The departure of Gelsinger, whose career spanned more than 40 years, underscores the turmoil at Intel.
Published On 2 Dec 2024
Intel chief executive Pat Gelsinger has been forced out less than four years after taking the helm of the company, handing control to two lieutenants as the faltering United States chipmaking icon searches for a permanent replacement.
Gelsinger resigned on December 1, according to a statement from the company on Monday. The resignation came after a board meeting last week during which directors felt Gelsinger’s costly and ambitious plan to turn Intel around was not working and the progress of change was not fast enough, the Reuters news agency reported, citing a person familiar with the matter.
The board told Gelsinger he could retire or be removed, and he chose to step down, according to the source.
His departure comes well before the completion of his four-year roadmap to restore the company’s lead in making the fastest and smallest computer chips, a crown it lost to Taiwan Semiconductor Manufacturing Co, which makes chips for Intel rivals such as Nvidia.
Under Gelsinger’s watch, Intel, which was founded in 1968 and for decades formed the bedrock of Silicon Valley’s global dominance in chips, has withered to a market value more than 30 times smaller than Nvidia, the leader in artificial intelligence chips.
Earlier this month, Nvidia replaced Intel on the Dow Jones Industrial Average.
Gelsinger, 63, has assured investors and US officials, who are subsidising Intel’s turnaround, that his manufacturing plans remain on track.
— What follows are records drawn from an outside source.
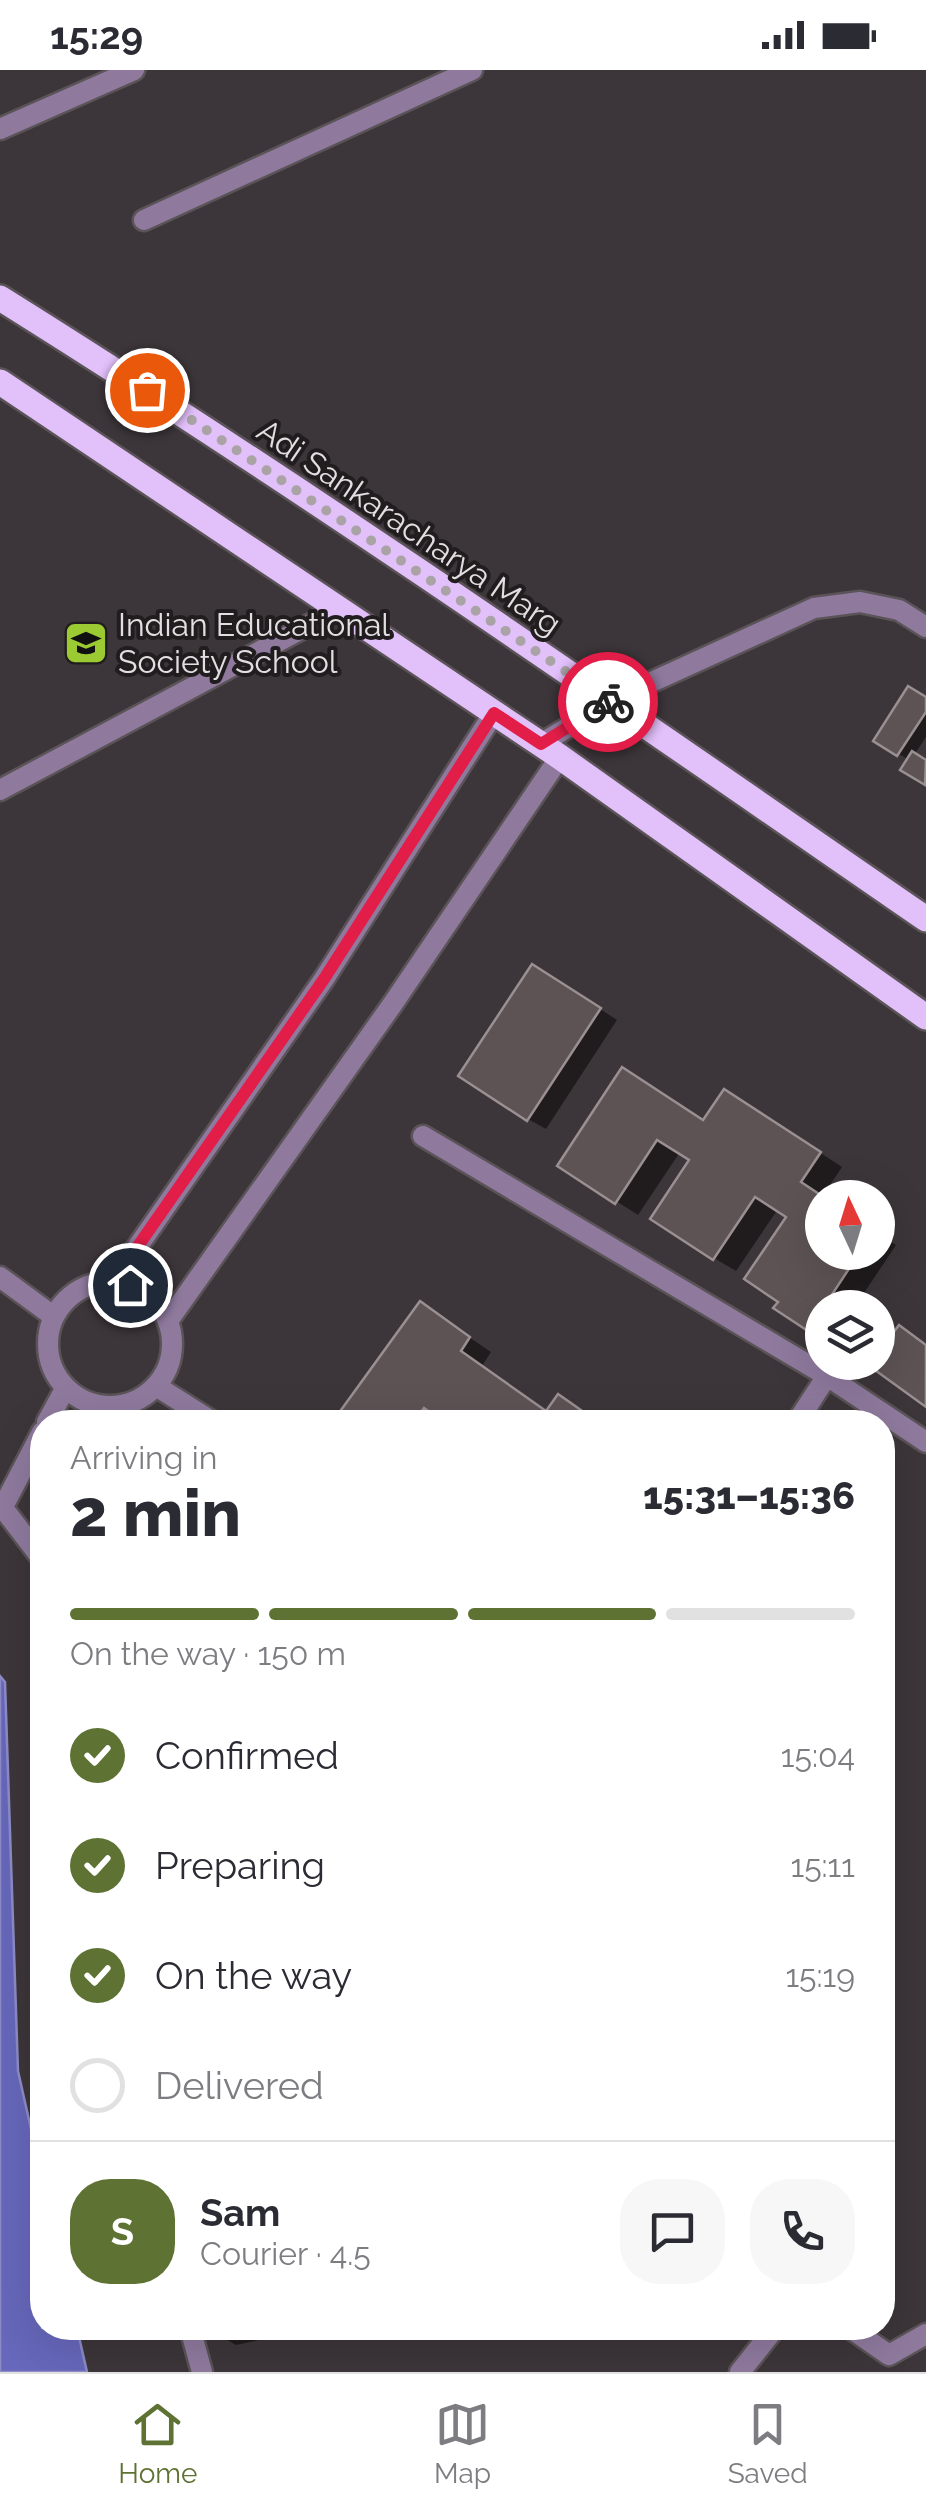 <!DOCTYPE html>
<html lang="en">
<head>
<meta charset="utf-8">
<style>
  :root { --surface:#fff; --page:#f7f7f7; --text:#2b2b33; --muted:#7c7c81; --line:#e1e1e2; --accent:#5e7333 }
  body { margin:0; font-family:Raleway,sans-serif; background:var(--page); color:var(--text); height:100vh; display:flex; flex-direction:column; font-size:38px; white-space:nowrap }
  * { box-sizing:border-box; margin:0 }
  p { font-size:32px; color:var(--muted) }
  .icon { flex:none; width:55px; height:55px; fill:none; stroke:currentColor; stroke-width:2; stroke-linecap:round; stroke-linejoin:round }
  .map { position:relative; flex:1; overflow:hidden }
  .drawer { position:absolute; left:30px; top:1340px; width:865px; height:930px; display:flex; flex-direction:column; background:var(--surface); border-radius:40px; box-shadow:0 10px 40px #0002 }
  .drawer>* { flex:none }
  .needle { width:65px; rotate:356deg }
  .fabs { position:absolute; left:805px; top:1110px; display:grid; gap:20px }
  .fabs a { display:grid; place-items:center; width:90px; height:90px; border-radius:50%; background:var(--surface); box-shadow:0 10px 40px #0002; font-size:50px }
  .pin { position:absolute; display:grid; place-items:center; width:85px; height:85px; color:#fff; margin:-42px; border:5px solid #fff; border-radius:50%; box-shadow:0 2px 10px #0007 }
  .courier { position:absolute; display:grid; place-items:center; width:100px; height:100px; margin:-50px; border:8px solid #e11d48; border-radius:50%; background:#fff; color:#222; box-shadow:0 2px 12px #0007 }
  .overview em { font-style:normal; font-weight:800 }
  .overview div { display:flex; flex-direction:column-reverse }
  .overview { display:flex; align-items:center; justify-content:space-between; height:170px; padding:0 40px }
  h1 { font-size:65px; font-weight:800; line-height:75px }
  .bar { display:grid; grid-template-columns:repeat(4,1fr); gap:15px 10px; align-content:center; height:120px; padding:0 40px }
  .bar i { height:12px; border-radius:8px; background:var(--line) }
  .bar .on { background:var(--accent) }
  .bar p { grid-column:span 4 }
  .line { display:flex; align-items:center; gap:25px; padding:0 40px; border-top:2px solid var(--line) }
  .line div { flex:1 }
  .round { display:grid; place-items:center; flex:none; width:105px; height:105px; border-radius:40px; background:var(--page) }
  ol { padding:0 40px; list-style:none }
  li { display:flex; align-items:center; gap:30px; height:110px }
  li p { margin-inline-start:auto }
  li .icon { padding:10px; border-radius:50%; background:var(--accent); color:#fff; stroke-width:4 }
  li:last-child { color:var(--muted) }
  li i { width:55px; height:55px; border:5px solid var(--line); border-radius:50% }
  .status { display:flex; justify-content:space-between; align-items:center; height:70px; padding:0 50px; background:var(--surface); direction:ltr }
  .status svg { height:28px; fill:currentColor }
  .menu { display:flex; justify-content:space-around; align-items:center; height:140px; border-top:2px solid var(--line); background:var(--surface); font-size:28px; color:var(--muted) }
  .menu a { display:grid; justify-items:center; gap:5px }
  .menu .on { color:var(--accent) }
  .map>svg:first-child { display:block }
</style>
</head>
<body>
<div class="status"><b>15:29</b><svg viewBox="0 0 49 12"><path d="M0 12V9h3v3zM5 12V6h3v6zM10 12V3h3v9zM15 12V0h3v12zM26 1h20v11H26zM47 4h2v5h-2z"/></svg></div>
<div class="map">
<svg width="926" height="2302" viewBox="0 0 926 2302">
  <rect width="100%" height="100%" fill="#3c3539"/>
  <!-- water -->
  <path fill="#6767bb" stroke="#8c8bc6" stroke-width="2.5" d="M0,1606L5,1612L18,2001L42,2108V2258H77L87,2302H0Z"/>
  <!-- shadow -->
  <path fill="#0007" d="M926,629V667L914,685L926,693V713L904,699L909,690L876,670Z
    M551,907L617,950L546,1059L528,1049Z
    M747,1035L842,1097L822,1127V1182H878V1163L896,1175L854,1238H822V1266L809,1258L781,1231L789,1146L778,1139L736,1201L714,1188L692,1089L680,1082L638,1145L560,1095L704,1052Z
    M420,1234L491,1282L482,1296L548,1342L581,1341L598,1352H349L340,1346Z
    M216,2258H314L236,2275L218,2265Z"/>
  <!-- building -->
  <path fill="#5d5354" stroke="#9a8f91" stroke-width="2.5" d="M908,616L926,627V642L897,686L873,671Z
    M912,681L926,690L925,715L900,700Z
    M532,894L601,938L527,1051L458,1006Z
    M622,997L703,1050L724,1019L821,1082L801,1112L825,1128L822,1182H860L808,1261L773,1238L778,1232L744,1209L786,1147L755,1127L713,1190L650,1149L689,1090L657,1070L615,1134L557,1096Z
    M420,1231L470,1267L461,1281L546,1341L558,1324L598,1352H431L435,1346L424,1338L414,1352H344L336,1347Z
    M899,1255L926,1275V1337L868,1295L878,1292V1283Z
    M213,2258H255L215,2266Z"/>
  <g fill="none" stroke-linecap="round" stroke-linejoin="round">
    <!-- service casing -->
    <g stroke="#5a5357" stroke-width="25">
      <path id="service" d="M0,59L134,0
        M0,720L339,539
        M423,1066L827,1306L926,1372
        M0,1207L53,1246
        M48 1274a62 62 0 1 1 124 0a62 62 0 1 1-124 0Z
        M113,1212L324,909L494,643
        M168,1251L392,935L560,687
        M156,1316L213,1352
        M47,1352L65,1319
        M797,1352L827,1306
        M0,1434L42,1489
        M3,1437L42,1362
        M190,2258L202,2302
        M850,2258L889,2285L926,2264
        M740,2302L775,2258"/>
    </g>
    <!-- minor casing -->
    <g stroke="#5a5357" stroke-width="25">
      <path id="minor" d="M144,150L472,0
        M541,674L610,631L814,538L860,532L899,540L926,557"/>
    </g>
    <!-- primary casing -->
    <g stroke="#5a5357" stroke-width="30">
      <path id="primary" d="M0,228C315,425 620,638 926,849
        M0,312L560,687L926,947"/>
    </g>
    <!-- service -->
    <use href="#service" stroke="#8f7a9e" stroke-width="20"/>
    <!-- minor -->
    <use href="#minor" stroke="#8f7a9e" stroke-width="20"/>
    <!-- primary -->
    <use href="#primary" stroke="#e2c0fa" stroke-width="25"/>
  </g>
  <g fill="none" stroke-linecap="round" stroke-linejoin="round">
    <!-- done -->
    <path stroke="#a9a3a6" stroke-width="10" stroke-dasharray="0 18" d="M147,320L610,631L608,632"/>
    <!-- route -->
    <path stroke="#e11d48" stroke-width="12" d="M130,1215L113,1212L324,909L494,643L541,674L608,632"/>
  </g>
  <!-- icons -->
  <defs>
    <g id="school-square" transform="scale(2.25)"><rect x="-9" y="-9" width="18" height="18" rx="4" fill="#9cca32" stroke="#211d1f"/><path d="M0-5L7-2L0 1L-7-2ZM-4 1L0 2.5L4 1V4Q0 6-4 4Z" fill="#111"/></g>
  </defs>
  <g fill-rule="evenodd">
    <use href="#school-square" x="86" y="573"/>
  </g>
  <g text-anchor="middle" stroke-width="8" stroke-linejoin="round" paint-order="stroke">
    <!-- street labels -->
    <g font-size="32" fill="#e3dee1" stroke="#211d1f">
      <text transform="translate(409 457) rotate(34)" y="11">Adi Sankaracharya Marg</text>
    </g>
    <!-- poi labels -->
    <g font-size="32" fill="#e3dee1" stroke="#211d1f" text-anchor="start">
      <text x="118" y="566">Indian Educational<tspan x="118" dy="37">Society School</tspan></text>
    </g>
  </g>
</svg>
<div class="fabs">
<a><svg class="needle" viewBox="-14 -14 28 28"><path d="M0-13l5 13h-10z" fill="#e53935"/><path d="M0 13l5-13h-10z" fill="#7c7c81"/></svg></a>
<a><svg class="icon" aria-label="layers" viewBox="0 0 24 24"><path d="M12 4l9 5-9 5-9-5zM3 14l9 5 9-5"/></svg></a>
</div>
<div class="pin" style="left:147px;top:320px;background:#ea580c"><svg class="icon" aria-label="bag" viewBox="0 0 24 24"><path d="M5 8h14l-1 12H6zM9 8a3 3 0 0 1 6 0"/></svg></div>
<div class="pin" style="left:130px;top:1215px;background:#1f2937"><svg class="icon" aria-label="home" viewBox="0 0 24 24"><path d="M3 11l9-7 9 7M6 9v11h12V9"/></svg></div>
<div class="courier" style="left:608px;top:632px"><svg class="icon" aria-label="bike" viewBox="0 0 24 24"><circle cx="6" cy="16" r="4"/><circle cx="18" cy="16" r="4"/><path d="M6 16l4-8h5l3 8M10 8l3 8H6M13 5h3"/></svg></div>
<section class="drawer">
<div class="overview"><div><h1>2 min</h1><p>Arriving in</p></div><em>15:31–15:36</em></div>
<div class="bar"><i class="on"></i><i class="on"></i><i class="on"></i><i></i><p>On the way · 150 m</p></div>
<ol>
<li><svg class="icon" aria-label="check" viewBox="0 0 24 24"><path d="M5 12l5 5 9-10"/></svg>Confirmed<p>15:04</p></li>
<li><svg class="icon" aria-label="check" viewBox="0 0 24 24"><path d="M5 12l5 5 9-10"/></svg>Preparing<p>15:11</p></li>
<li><svg class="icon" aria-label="check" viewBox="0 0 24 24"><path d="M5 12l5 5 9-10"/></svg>On the way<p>15:19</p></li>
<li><i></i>Delivered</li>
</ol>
<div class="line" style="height:180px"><b class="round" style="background:var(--accent);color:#fff">S</b><div><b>Sam</b><p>Courier · 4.5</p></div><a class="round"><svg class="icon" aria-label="chat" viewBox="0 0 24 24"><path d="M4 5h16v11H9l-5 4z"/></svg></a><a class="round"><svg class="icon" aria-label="phone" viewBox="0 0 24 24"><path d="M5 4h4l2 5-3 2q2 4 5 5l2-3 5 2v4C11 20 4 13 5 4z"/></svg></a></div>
</section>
</div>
<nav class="menu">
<a class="on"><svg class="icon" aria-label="home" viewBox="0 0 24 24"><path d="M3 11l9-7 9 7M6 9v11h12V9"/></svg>Home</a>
<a><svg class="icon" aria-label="map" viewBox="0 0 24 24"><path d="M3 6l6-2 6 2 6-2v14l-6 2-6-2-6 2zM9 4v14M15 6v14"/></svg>Map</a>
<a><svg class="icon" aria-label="saved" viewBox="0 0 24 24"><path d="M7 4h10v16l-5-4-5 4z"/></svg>Saved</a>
</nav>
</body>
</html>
The full results, however, will not be known until next year, when the company aims to bring a flagship laptop chip back into its factories.
Interim replacements
Two company executives, David Zinsner and Michelle Johnston Holthaus, will act as interim co-CEOs while the company searches for a replacement for Gelsinger, who has also stepped down from the board, Intel said on Monday.
Gelsinger started at Intel in 1979 and was its first chief technology officer. He returned to the company as chief executive in 2021.
Gelsinger said in a statement that his exit was “bittersweet as this company has been my life for the bulk of my working career”.
“I can look back with pride at all that we have accomplished together. It has been a challenging year for all of us as we have made tough but necessary decisions to position Intel for the current market dynamics,” he said.
Zinsner is the executive vice president and chief financial officer at Intel. Holthaus was appointed to the newly created position of CEO of Intel Products, which includes the client computing, data centre and AI groups.
Frank Yeary, the independent chair of Intel’s board, will become the interim executive chair.
“Pat spent his formative years at Intel, then returned at a critical time for the company in 2021,” Yeary said in a statement. “As a leader, Pat helped launch and revitalize process manufacturing by investing in state-of-the-art semiconductor manufacturing, while working tirelessly to drive innovation throughout the company.”
Gelsinger’s departure comes as Intel’s financial woes have been piling up. The company posted a $16.6bn loss and halted its dividend in the most recent quarter. Its shares have fallen by about 60 percent since he took over as CEO.
Gelsinger announced plans in August to slash 15 percent of Intel’s huge workforce – about 15,000 jobs – as part of cost-cutting efforts to save $10bn in 2025.
Unlike some rivals, Intel manufactures chips in addition to designing them. Under Gelsinger, the company has been working to build up its foundry business, making semiconductors in the US designed by other firms, in a bid to compete with rivals such as market leader Taiwan Semiconductor Manufacturing Co or TSMC.
Intel has benefited from tens of billions of dollars that the administration of President Joe Biden has pledged to support the construction of US chip foundries and reduce reliance on Asian suppliers, which Washington sees as a security weakness.
After taking over as CEO, Gelsinger unveiled plans to build a $20bn chipmaking facility in central Ohio and poured billions more into expanding in Europe, where leaders were also worried about dependence on Asia.